◆ EXERCISE INPUT
-=-=-=-=-
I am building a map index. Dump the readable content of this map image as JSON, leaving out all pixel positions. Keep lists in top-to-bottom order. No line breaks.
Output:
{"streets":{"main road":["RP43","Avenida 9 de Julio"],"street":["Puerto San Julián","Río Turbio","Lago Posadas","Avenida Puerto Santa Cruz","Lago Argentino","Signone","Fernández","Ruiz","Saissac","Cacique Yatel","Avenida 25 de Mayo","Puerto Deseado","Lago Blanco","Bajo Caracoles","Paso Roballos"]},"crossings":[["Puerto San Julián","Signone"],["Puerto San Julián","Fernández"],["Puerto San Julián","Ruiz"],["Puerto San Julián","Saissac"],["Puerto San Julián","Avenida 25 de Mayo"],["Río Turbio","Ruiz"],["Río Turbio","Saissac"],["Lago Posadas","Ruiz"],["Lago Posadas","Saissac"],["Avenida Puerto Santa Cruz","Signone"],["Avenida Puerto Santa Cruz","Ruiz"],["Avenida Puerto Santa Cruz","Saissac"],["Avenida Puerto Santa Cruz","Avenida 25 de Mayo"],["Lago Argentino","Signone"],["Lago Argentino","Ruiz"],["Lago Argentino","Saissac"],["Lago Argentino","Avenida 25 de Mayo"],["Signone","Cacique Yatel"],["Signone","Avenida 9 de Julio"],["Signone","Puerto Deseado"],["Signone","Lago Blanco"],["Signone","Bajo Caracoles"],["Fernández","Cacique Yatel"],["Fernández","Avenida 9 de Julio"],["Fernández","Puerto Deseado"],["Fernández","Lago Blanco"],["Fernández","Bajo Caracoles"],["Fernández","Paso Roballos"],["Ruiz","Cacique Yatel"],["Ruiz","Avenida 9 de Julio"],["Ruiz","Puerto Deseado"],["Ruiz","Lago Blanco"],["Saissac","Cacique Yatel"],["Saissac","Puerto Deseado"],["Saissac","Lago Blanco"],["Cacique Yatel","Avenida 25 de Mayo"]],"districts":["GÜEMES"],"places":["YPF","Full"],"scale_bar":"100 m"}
-=-=-=-=-
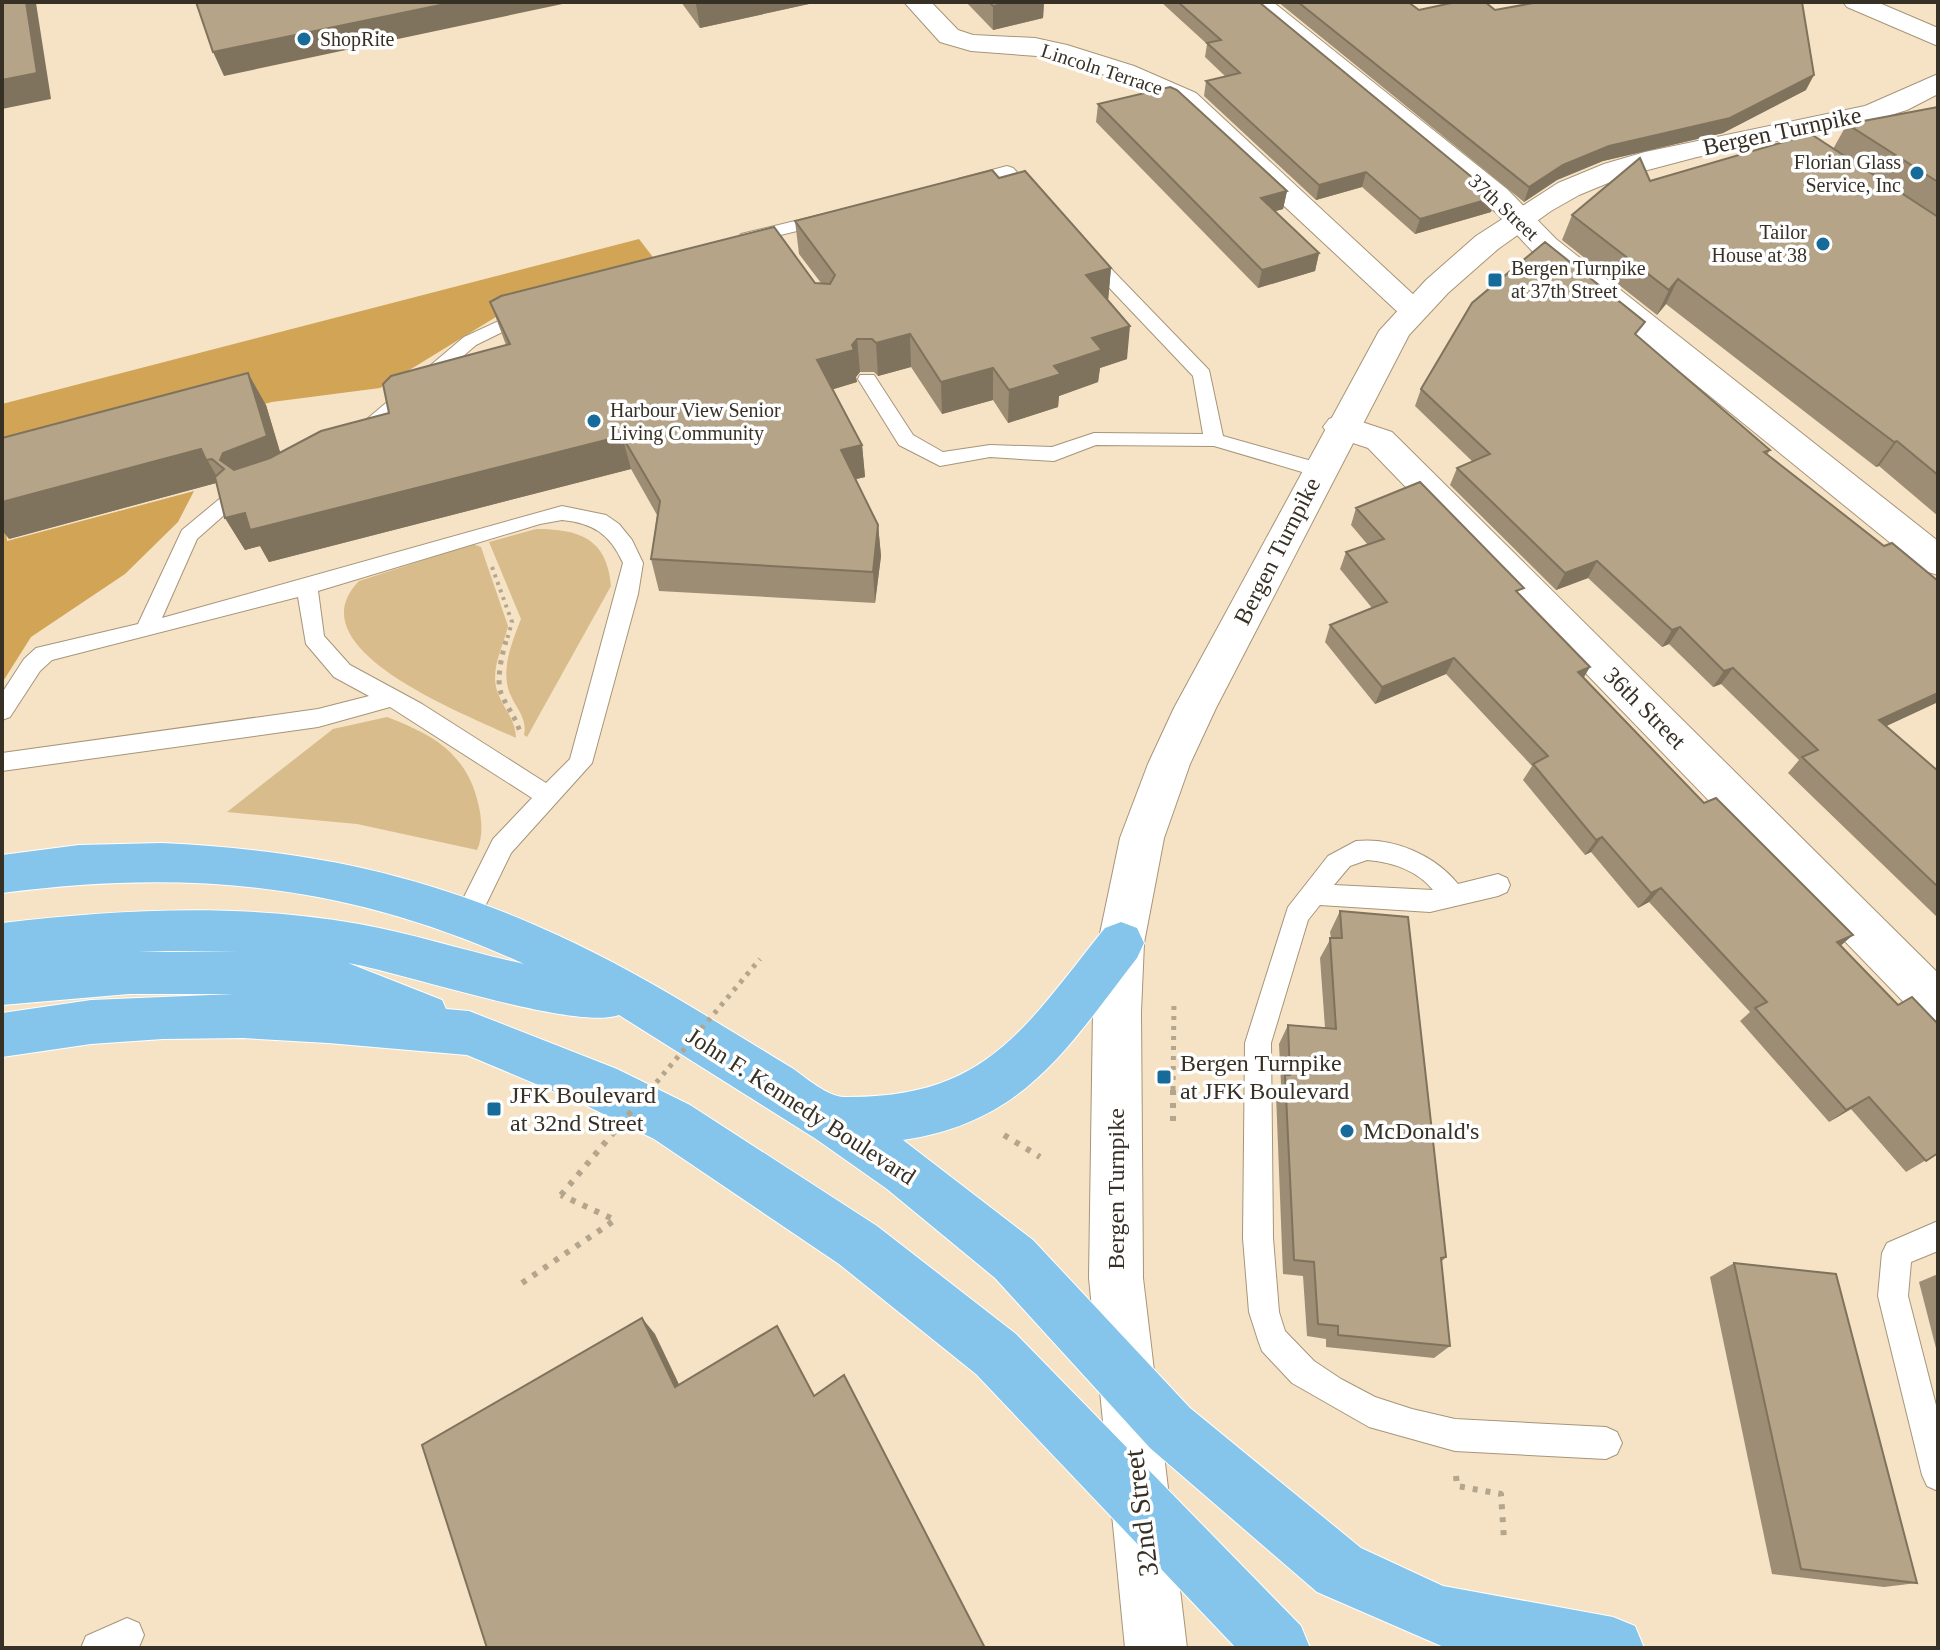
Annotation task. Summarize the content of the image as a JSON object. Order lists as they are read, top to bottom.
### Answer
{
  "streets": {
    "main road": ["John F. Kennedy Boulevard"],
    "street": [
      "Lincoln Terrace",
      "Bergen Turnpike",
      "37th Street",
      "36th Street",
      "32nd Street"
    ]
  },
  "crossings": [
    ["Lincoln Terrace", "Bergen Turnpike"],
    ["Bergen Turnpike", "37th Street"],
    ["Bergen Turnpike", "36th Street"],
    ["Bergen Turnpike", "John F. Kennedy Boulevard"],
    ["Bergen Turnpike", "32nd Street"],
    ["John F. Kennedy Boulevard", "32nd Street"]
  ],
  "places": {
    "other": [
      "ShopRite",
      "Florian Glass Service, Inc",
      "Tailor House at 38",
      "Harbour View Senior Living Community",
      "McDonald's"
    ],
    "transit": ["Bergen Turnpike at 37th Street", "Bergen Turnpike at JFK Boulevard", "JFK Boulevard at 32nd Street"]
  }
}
-=-=-=-=-
◆ THE TASK
Among the lines of the data, some may contain the string "John"; report how many, and nothing more.

◆ ANSWER
3